A proof-of-concept that runs the mainline rtw88_8812au USB Wi-Fi
driver entirely in userspace via LKL. The host program links
liblkl.a, registers a virtual USB host controller into the
in-process kernel (a ~470-line HCD shim under
drivers/usb/host/-style that translates struct urb to a flat
view and back), and forwards URBs to libusb running on the host
process. The kernel side sees a normal USB Wi-Fi device;
rtw88_8812au probes verbatim, downloads firmware, brings wlan0
up; the host then calls lkl_if_up(wlan0) and opens an AF_PACKET
socket to capture 802.11 frames with radiotap headers. No kernel
module on the host, no CAP_NET_ADMIN — the kernel driver source is
reused as-is.

This is heavily threaded: libusb runs its own event thread that
posts URB completions back into the LKL kernel (Bug 2's path),
kernel-side polling kthreads drain those completions, the rtw88
driver uses the standard spin_lock_irqsave + wait_event_* /
msleep patterns throughout firmware download and chip init
(Bug 1's path). Both bugs reproduce reliably: probe hangs in ~50
USB control transfers on master; with this series applied, the
same probe runs ~8000 control transfers and wlan0 comes up
cleanly.

What the series does

Three commits, in order:

  1. lkl: add KUnit test for per-thread irqs_enabled isolation
    New arch/lkl/kernel/irq_test.c KUnit suite, gated on a new
    CONFIG_LKL_IRQ_KUNIT_TEST, wired into the existing kunit=yes
    build config in tools/lkl/Makefile.autoconf and into
    tools/lkl/tests/boot.c as kunit_irq (mirrors the existing
    kunit_pci / kunit_mmu). The test takes spin_lock_irqsave in
    one kthread, yields via schedule_timeout while the lock is held,
    and from a sibling kthread observes arch_local_save_flags.
    Fails on master; passes after commit 2.

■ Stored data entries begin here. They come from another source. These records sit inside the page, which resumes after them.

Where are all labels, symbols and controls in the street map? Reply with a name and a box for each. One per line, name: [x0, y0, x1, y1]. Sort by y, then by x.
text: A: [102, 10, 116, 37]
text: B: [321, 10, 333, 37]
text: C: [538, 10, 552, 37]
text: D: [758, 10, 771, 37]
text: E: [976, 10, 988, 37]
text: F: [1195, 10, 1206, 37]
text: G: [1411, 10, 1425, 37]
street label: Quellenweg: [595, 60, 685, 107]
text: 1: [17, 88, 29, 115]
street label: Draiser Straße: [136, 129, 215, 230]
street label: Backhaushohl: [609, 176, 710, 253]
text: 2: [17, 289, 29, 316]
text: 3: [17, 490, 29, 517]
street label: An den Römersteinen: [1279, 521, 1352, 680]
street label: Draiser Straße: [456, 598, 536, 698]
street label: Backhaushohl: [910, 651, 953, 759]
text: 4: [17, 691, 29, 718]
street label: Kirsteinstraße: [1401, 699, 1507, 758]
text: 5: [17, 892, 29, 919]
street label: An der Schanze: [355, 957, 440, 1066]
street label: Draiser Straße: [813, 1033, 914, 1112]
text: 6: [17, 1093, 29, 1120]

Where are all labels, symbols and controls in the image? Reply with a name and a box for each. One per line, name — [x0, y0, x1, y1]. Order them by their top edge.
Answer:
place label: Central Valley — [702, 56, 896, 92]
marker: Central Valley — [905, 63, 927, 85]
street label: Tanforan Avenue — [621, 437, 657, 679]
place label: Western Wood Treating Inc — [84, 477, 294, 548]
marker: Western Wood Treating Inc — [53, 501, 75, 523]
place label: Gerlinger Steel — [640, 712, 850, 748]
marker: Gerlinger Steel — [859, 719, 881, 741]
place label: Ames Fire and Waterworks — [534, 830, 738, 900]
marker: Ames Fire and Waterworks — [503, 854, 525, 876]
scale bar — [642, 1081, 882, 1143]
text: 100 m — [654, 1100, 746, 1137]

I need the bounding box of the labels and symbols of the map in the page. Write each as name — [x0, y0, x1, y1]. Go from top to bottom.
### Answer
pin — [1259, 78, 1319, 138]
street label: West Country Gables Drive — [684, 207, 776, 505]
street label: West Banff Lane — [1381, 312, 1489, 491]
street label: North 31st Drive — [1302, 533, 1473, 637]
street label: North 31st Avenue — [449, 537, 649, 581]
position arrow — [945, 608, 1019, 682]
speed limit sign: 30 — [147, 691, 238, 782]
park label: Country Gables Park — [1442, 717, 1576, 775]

  2. lkl: make irqs_enabled per-thread via current_thread_info()
    — Move irqs_enabled from a static bool global in irq.c into a
    field on struct thread_info; access via current_thread_info()
    from arch_local_save_flags / arch_local_irq_restore /
    lkl_trigger_irq. No explicit save/restore code is added —
    the existing _current_thread_info = task_thread_info(next) line
    in __switch_to is the entire mechanism. IRQ-enable state moves
    with its thread, the same way a real CPU's register file does.

  3. lkl: deliver IRQs from host-thread callers regardless of
    irqs_enabled
    — In lkl_trigger_irq, detect host-thread
    callers by lkl_ops->thread_equal(ti->tid, lkl_ops->thread_self())
    and deliver unconditionally; kernel-thread callers continue to
    honor their own per-thread irqs_enabled.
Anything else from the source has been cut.